> **What this task involves**:
Scan each line of the records for the word "stream" and extract the ones that have it.

(Records from a dataset)
------------

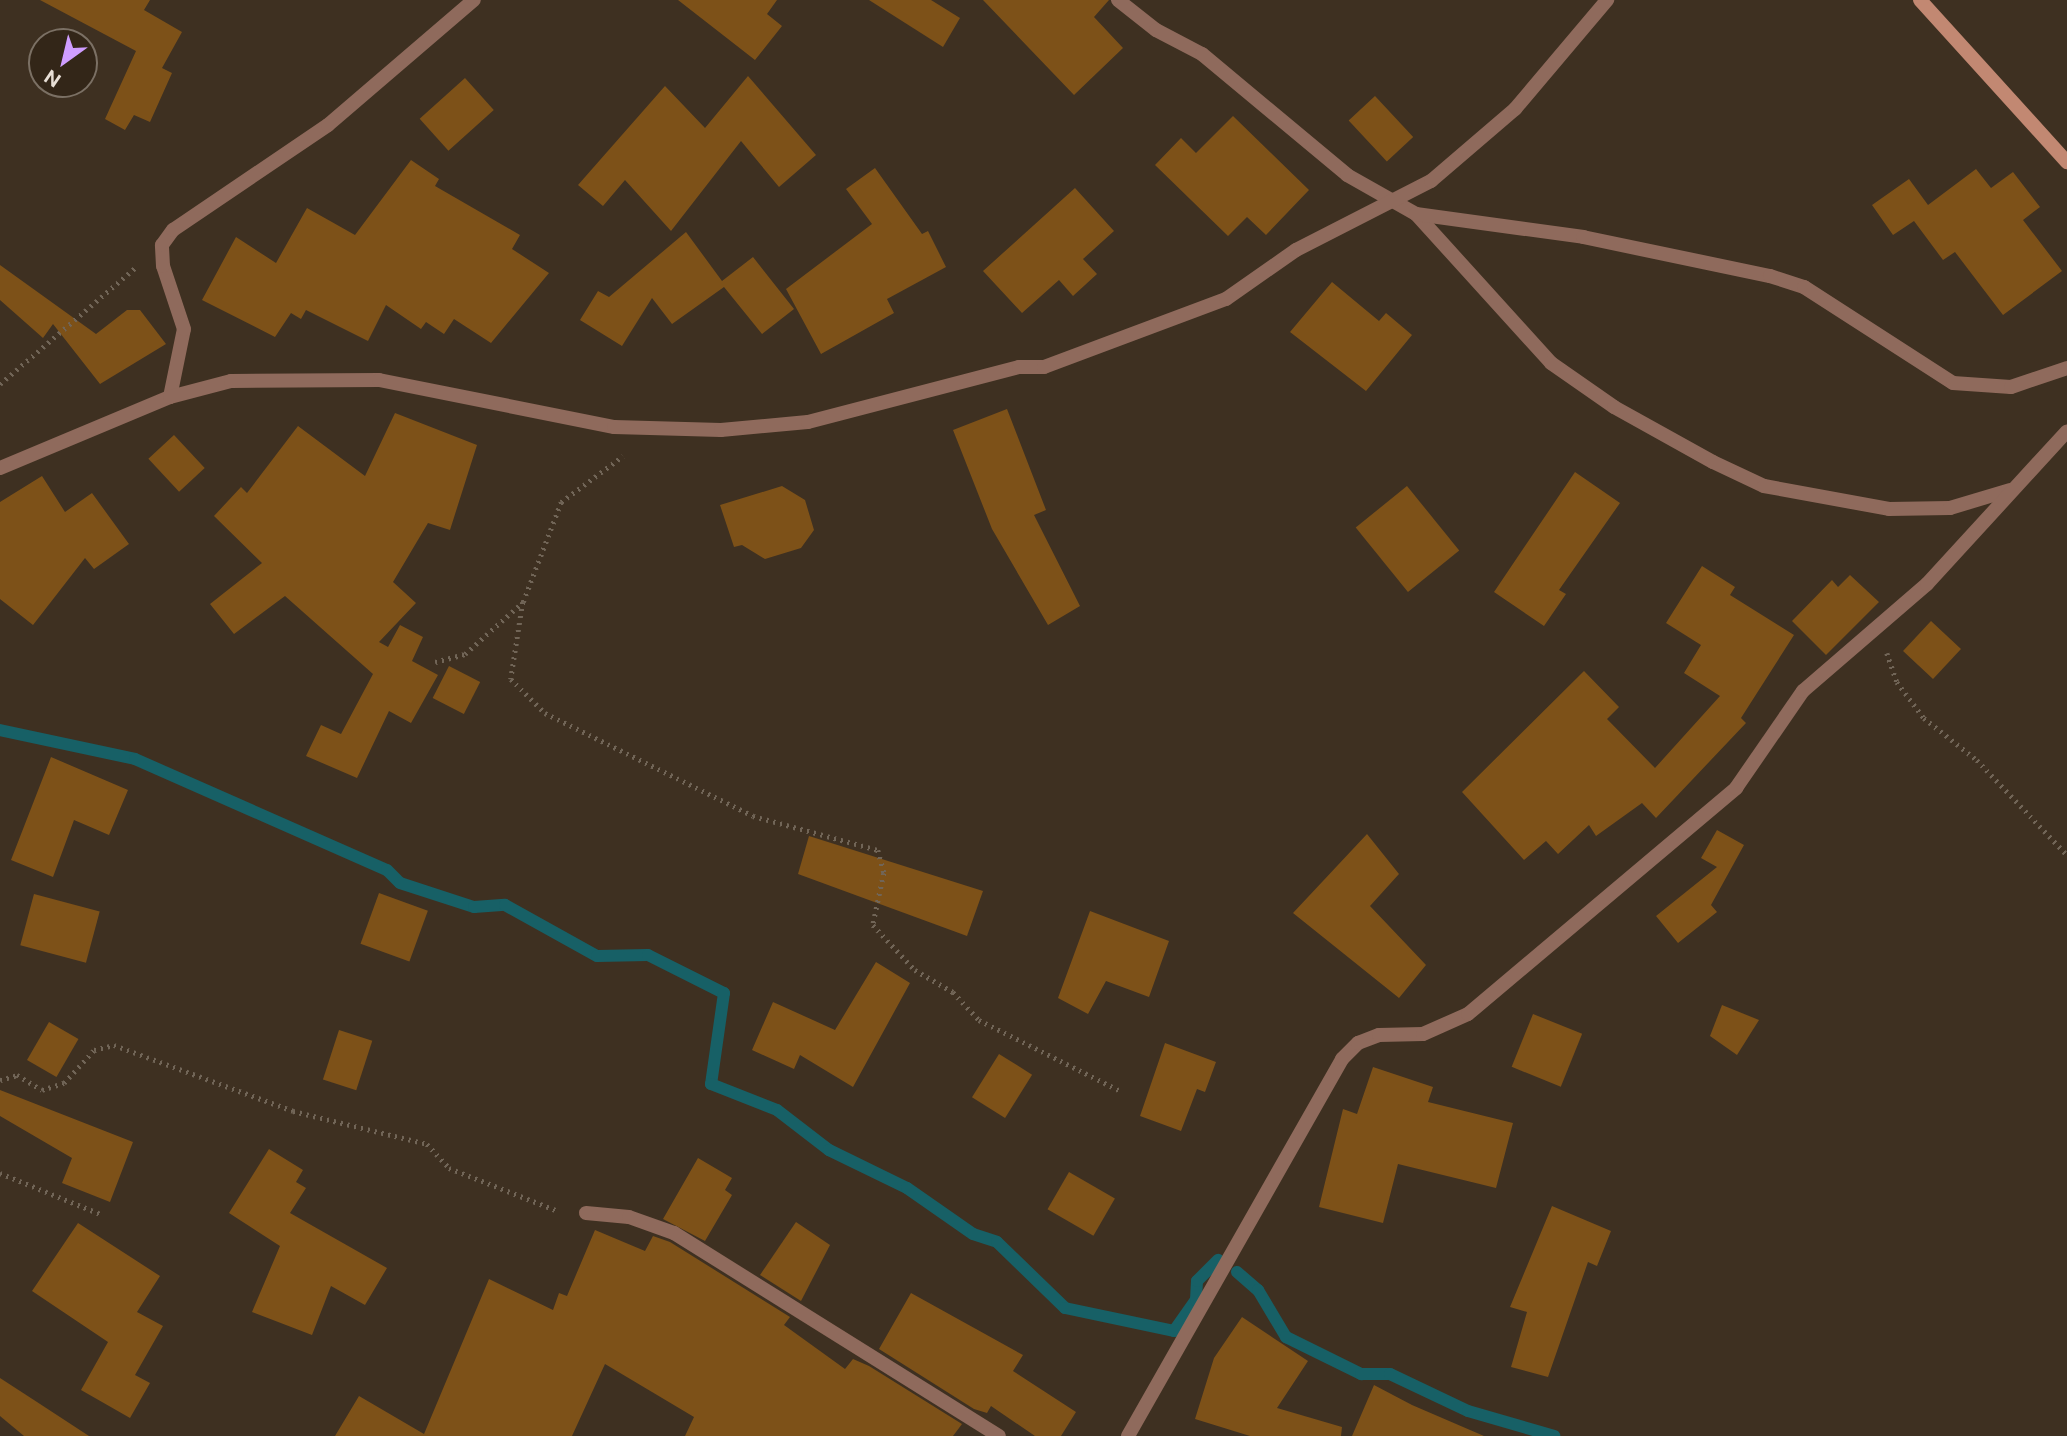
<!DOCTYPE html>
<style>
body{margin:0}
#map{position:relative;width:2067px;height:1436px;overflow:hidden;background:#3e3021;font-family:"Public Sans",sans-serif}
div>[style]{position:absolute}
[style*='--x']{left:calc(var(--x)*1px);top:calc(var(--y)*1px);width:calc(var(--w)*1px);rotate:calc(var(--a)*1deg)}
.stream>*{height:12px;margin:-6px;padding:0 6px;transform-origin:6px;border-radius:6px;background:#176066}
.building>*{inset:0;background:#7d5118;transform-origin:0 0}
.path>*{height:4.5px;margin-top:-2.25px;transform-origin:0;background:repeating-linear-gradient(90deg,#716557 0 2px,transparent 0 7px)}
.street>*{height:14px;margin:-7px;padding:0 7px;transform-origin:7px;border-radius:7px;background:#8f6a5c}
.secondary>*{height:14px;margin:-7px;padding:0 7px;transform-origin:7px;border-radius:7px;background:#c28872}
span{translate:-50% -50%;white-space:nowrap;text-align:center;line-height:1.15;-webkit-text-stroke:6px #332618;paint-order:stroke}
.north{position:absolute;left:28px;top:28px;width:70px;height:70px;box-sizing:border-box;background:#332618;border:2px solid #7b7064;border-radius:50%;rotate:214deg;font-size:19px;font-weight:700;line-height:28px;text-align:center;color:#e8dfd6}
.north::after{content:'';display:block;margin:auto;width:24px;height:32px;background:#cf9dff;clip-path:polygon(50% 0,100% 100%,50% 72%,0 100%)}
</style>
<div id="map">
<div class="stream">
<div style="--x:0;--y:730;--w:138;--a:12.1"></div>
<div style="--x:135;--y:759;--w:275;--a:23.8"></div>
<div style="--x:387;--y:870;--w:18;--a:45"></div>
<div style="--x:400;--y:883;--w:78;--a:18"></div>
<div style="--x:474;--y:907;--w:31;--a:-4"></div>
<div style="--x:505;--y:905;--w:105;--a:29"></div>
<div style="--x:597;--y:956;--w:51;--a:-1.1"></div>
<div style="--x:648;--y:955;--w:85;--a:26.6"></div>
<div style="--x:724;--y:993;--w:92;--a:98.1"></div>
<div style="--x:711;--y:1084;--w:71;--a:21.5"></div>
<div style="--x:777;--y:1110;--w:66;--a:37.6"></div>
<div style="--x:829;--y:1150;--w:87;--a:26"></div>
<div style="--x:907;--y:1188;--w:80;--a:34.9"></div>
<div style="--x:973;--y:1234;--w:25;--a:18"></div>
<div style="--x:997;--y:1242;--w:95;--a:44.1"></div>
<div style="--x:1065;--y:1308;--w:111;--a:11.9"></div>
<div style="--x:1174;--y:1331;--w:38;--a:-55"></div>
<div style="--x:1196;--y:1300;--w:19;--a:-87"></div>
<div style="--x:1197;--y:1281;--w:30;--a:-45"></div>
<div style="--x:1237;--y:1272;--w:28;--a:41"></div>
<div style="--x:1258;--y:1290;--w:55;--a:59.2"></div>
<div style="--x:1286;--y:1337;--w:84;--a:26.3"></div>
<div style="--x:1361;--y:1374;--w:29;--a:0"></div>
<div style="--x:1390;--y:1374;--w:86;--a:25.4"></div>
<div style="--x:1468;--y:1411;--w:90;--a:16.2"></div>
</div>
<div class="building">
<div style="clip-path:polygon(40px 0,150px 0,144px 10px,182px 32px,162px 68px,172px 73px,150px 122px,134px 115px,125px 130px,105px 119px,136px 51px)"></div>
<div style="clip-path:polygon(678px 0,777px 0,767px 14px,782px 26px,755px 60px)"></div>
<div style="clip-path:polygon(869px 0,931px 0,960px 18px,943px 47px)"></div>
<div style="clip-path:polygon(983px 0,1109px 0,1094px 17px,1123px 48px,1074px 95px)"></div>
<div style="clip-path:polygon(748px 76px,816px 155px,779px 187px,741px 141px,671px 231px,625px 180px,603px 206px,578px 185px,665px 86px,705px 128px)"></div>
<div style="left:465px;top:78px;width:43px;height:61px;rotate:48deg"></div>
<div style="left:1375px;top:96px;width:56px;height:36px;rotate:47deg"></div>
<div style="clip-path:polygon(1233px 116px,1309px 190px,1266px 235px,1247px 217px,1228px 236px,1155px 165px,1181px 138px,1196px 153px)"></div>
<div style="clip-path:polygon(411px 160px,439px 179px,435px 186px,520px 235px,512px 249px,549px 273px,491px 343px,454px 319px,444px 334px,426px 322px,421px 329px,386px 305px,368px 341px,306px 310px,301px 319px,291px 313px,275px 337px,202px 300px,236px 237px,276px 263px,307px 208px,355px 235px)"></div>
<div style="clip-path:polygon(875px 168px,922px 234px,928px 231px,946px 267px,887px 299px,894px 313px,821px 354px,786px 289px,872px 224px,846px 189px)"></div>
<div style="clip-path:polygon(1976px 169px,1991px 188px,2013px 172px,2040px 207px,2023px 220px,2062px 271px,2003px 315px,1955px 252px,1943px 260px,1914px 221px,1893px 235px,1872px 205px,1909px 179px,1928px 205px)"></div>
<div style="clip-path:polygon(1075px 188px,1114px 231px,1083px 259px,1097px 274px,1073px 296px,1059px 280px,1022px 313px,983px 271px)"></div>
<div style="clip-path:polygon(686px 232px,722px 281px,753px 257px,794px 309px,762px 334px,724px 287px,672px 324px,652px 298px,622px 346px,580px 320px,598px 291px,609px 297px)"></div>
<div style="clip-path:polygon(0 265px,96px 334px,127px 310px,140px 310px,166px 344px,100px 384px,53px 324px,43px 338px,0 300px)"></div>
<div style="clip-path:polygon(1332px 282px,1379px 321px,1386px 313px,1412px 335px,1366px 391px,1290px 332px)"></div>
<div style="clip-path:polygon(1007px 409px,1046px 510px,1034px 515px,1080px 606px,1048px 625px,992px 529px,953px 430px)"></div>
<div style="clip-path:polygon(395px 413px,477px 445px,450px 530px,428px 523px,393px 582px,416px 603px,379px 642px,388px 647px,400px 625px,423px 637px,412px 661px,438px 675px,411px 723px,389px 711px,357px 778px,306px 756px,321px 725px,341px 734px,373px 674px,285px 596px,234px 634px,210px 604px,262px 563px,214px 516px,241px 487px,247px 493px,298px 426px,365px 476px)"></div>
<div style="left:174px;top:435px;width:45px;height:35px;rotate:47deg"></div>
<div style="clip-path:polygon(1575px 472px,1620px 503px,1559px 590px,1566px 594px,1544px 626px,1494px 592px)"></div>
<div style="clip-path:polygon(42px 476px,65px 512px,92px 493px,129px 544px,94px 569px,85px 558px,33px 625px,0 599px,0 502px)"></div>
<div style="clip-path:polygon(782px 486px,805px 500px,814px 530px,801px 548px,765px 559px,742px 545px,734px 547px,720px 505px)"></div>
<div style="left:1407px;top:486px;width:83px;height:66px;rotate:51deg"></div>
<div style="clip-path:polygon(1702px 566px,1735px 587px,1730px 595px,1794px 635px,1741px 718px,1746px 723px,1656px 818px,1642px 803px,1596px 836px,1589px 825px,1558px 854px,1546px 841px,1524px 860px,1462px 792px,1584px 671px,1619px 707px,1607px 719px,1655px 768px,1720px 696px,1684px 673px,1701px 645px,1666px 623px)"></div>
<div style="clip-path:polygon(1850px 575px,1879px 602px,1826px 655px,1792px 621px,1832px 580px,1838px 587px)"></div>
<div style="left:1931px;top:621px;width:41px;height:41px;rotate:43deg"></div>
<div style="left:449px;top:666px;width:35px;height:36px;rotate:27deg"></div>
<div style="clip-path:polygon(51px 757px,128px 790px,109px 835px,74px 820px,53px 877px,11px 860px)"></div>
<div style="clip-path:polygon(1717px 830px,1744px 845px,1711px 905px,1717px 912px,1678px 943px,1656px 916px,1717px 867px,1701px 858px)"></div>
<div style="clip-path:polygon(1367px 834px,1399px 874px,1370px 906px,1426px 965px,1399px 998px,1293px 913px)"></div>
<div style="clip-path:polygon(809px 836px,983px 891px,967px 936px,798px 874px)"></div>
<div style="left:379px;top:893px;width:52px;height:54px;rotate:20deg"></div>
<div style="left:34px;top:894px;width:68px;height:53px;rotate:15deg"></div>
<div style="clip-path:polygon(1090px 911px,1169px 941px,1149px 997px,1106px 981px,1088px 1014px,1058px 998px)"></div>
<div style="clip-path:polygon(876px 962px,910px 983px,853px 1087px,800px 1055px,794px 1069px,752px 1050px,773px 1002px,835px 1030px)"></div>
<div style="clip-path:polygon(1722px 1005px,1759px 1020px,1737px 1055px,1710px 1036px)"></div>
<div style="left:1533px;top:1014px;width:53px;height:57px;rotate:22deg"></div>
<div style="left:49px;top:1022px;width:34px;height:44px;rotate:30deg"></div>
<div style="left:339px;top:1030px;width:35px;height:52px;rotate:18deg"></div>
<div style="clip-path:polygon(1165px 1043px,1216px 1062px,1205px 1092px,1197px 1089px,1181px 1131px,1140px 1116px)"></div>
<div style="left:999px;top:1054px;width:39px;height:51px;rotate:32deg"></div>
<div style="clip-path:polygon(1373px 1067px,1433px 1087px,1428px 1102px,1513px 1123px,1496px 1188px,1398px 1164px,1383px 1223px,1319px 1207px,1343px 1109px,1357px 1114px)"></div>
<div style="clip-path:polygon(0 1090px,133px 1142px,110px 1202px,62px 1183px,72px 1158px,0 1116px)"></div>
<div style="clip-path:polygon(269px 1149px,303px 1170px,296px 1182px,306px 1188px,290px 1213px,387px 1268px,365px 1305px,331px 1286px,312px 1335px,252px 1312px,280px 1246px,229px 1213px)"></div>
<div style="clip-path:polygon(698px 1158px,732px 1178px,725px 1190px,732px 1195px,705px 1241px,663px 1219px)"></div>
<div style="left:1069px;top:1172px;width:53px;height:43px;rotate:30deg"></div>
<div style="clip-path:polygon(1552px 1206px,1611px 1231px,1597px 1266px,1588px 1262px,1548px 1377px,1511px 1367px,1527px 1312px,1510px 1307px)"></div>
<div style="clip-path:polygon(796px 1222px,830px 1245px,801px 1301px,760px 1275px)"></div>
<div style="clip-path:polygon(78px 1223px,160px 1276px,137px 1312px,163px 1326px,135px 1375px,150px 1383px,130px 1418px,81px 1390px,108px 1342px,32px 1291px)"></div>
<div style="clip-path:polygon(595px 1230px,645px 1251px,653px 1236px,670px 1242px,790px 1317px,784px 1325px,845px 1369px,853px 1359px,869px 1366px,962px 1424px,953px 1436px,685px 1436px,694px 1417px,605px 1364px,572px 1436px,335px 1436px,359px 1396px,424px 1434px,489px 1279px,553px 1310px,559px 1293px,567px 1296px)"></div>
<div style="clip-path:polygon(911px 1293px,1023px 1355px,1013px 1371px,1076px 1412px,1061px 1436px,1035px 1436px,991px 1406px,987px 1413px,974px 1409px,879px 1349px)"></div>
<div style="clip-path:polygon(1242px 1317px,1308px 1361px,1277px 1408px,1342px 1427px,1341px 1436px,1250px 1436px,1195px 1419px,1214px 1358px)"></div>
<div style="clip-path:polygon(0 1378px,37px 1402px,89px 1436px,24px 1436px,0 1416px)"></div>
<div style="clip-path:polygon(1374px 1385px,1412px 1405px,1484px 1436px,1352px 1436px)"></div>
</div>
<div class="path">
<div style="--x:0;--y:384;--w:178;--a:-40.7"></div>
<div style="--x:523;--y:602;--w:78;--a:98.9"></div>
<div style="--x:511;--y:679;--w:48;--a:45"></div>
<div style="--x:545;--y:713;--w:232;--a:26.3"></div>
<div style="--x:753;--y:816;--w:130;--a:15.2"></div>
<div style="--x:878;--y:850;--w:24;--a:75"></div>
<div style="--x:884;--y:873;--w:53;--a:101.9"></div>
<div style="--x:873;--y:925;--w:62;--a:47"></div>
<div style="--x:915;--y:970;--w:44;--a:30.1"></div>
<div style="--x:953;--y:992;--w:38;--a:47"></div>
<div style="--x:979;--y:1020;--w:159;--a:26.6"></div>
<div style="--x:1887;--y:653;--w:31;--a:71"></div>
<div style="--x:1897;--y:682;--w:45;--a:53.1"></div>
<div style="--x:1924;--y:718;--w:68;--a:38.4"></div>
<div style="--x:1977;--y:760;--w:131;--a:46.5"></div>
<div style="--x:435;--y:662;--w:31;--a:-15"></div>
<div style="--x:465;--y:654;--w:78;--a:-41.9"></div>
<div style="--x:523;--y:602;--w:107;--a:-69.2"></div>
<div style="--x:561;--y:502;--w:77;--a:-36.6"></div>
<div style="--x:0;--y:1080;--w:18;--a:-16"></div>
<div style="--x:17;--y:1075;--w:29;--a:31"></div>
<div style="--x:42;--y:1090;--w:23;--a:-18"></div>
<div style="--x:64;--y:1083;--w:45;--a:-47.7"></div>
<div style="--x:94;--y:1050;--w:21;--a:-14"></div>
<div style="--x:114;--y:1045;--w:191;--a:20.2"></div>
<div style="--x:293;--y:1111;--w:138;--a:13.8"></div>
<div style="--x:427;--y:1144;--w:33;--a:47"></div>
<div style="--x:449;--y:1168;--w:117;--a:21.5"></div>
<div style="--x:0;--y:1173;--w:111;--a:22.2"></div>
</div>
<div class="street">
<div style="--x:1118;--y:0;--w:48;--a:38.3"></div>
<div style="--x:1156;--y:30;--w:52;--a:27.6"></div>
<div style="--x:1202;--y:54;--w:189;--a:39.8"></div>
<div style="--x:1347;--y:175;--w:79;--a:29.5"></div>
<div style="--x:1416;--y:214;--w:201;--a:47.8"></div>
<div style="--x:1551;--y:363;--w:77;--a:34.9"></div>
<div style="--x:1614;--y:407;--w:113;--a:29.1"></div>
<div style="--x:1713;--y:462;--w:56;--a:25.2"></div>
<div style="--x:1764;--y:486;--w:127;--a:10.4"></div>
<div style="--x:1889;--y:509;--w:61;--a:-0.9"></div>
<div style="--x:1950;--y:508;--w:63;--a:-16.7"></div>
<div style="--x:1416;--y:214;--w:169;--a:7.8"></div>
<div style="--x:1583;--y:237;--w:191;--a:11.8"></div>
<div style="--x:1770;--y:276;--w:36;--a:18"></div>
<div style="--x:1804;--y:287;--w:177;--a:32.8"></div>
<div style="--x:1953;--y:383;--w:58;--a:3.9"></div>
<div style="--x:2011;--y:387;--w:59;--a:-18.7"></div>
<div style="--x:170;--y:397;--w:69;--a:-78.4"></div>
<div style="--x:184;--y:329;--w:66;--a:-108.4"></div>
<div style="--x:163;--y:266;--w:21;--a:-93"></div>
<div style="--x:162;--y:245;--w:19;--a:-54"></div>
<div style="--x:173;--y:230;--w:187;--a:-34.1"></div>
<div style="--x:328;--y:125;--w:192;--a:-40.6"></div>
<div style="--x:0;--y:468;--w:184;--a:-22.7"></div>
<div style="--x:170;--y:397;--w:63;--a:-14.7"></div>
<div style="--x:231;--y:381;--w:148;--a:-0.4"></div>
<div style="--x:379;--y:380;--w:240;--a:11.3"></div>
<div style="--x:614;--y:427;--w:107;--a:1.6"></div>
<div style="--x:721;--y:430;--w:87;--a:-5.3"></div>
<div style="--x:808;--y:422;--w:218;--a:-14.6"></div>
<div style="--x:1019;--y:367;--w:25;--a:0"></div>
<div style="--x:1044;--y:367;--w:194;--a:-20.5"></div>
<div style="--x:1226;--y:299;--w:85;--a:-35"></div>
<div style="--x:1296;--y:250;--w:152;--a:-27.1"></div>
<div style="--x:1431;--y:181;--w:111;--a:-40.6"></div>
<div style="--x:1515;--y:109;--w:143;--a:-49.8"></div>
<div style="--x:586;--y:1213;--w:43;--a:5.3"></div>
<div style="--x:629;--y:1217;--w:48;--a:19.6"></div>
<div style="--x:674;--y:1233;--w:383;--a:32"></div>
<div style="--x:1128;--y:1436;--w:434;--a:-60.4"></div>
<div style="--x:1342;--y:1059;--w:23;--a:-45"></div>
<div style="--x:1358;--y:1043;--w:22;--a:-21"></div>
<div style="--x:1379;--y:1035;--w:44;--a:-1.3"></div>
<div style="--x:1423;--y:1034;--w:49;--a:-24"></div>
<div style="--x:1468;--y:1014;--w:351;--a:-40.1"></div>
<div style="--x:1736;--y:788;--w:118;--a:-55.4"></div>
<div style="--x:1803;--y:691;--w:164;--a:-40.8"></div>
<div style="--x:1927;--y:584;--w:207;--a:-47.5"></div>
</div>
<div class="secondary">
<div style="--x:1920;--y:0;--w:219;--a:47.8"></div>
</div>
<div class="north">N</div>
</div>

------------

> **Response**:
.stream>*{height:12px;margin:-6px;padding:0 6px;transform-origin:6px;border-radius:6px;background:#176066}
<div class="stream">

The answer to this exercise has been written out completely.